- **What to work on**
Reproduce exactly the line with "I need the bounding box of the" and the lines after it. Stop at the last line of the data and include nothing else.

Given records below:

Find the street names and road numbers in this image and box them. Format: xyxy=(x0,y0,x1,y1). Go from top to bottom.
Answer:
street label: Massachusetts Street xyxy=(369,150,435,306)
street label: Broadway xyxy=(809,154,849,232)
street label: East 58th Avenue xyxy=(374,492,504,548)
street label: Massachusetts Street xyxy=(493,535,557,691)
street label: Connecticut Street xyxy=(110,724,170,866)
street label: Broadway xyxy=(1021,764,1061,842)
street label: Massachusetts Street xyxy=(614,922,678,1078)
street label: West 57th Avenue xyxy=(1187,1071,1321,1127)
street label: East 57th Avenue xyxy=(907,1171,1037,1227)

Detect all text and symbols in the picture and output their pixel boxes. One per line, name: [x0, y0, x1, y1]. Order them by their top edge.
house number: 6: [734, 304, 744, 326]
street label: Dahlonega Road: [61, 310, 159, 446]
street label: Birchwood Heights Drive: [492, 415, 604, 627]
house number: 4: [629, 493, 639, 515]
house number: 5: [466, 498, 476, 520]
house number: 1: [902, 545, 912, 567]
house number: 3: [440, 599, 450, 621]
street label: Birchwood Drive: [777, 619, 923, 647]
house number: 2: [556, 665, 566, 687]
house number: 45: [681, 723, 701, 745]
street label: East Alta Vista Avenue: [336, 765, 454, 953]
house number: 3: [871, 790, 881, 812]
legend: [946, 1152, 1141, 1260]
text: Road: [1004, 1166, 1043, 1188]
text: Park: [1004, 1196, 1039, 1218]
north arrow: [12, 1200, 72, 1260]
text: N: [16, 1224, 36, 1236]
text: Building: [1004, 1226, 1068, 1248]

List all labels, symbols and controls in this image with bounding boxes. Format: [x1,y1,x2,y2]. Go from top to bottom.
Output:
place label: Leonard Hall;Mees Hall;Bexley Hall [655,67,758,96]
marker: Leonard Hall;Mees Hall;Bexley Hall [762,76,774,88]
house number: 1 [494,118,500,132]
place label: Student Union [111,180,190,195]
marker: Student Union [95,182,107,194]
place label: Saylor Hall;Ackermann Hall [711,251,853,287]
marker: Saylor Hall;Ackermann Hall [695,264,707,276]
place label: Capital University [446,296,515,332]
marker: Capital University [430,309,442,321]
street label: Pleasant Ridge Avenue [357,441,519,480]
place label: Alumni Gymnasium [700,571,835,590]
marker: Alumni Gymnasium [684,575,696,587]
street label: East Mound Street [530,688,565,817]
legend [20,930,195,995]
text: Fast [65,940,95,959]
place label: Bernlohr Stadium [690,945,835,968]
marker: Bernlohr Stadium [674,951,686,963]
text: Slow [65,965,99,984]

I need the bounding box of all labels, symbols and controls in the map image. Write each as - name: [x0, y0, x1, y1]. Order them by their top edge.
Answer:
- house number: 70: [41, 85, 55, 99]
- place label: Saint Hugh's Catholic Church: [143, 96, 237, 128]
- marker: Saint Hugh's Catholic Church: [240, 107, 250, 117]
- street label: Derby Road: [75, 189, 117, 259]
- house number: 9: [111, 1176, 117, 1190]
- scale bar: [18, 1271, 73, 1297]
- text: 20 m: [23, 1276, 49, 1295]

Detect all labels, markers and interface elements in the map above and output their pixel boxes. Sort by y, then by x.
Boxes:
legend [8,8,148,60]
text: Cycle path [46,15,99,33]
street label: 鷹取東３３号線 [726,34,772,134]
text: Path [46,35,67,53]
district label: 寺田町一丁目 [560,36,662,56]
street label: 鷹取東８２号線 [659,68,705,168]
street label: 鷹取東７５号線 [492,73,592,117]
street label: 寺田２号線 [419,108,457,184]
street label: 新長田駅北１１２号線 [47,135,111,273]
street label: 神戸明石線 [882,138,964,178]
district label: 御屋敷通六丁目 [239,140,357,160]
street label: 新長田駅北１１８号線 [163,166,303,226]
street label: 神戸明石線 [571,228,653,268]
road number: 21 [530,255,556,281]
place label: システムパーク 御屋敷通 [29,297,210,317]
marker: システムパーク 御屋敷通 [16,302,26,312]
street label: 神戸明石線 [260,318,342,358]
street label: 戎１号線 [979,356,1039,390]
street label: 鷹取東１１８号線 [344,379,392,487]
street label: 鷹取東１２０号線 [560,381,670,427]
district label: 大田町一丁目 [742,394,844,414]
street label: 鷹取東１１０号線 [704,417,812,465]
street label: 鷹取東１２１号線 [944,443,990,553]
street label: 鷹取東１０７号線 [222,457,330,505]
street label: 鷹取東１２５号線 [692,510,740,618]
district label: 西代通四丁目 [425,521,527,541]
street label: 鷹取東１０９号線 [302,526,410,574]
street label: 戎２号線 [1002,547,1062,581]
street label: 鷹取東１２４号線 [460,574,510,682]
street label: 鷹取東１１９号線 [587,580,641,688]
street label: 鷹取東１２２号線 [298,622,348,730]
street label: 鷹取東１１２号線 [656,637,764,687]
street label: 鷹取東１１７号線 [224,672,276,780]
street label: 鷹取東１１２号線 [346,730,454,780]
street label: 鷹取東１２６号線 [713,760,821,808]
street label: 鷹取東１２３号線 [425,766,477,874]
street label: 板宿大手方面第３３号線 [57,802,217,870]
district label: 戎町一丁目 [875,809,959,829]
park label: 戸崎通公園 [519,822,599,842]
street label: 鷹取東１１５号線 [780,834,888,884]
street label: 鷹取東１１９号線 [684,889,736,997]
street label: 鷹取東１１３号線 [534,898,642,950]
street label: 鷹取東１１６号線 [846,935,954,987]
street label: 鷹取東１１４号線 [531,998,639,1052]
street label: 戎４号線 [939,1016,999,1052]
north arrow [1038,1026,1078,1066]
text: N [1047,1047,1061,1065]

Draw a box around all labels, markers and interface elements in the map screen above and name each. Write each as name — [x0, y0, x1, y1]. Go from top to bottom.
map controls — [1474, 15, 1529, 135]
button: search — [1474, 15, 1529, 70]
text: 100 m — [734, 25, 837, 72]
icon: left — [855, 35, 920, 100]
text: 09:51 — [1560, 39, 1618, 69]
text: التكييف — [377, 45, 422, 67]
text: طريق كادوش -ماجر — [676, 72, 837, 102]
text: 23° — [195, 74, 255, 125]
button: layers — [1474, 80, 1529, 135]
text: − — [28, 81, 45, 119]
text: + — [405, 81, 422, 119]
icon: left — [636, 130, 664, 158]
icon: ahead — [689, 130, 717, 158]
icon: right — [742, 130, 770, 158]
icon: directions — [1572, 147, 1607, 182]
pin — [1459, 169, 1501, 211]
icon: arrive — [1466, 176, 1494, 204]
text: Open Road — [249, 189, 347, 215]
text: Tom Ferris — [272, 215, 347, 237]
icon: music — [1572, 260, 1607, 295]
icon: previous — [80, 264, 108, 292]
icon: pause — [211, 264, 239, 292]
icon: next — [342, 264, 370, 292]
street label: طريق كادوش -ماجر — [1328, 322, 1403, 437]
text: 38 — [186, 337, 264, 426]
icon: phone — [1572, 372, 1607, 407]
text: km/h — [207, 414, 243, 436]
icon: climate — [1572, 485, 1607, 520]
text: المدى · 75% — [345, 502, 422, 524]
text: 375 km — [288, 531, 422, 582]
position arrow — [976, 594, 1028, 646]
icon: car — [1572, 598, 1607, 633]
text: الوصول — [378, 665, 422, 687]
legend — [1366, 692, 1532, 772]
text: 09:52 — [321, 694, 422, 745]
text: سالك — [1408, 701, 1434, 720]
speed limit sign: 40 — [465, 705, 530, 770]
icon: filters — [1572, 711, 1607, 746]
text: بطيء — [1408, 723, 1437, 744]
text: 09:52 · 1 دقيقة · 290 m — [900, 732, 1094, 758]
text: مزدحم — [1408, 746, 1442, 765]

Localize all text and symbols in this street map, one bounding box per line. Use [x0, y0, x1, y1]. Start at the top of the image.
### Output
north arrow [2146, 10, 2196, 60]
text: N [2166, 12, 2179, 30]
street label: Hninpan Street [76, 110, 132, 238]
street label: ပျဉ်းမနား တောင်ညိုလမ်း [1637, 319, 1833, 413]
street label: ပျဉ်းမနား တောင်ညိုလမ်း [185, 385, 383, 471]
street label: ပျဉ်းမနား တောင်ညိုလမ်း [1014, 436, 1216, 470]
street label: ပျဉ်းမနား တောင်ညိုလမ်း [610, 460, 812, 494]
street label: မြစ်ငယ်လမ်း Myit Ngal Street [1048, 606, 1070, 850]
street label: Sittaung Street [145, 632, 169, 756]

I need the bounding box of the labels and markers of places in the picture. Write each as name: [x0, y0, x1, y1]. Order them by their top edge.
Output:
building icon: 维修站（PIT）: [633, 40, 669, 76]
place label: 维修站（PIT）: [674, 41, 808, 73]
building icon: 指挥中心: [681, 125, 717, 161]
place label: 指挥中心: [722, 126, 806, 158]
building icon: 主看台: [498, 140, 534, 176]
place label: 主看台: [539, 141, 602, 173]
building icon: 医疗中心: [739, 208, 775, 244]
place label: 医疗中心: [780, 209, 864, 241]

End of Given records.

- **Solved problem**
I need the bounding box of the labels and markers of places in the picture. Write each as name: [x0, y0, x1, y1]. Order them by their top edge.
Output:
building icon: 维修站（PIT）: [633, 40, 669, 76]
place label: 维修站（PIT）: [674, 41, 808, 73]
building icon: 指挥中心: [681, 125, 717, 161]
place label: 指挥中心: [722, 126, 806, 158]
building icon: 主看台: [498, 140, 534, 176]
place label: 主看台: [539, 141, 602, 173]
building icon: 医疗中心: [739, 208, 775, 244]
place label: 医疗中心: [780, 209, 864, 241]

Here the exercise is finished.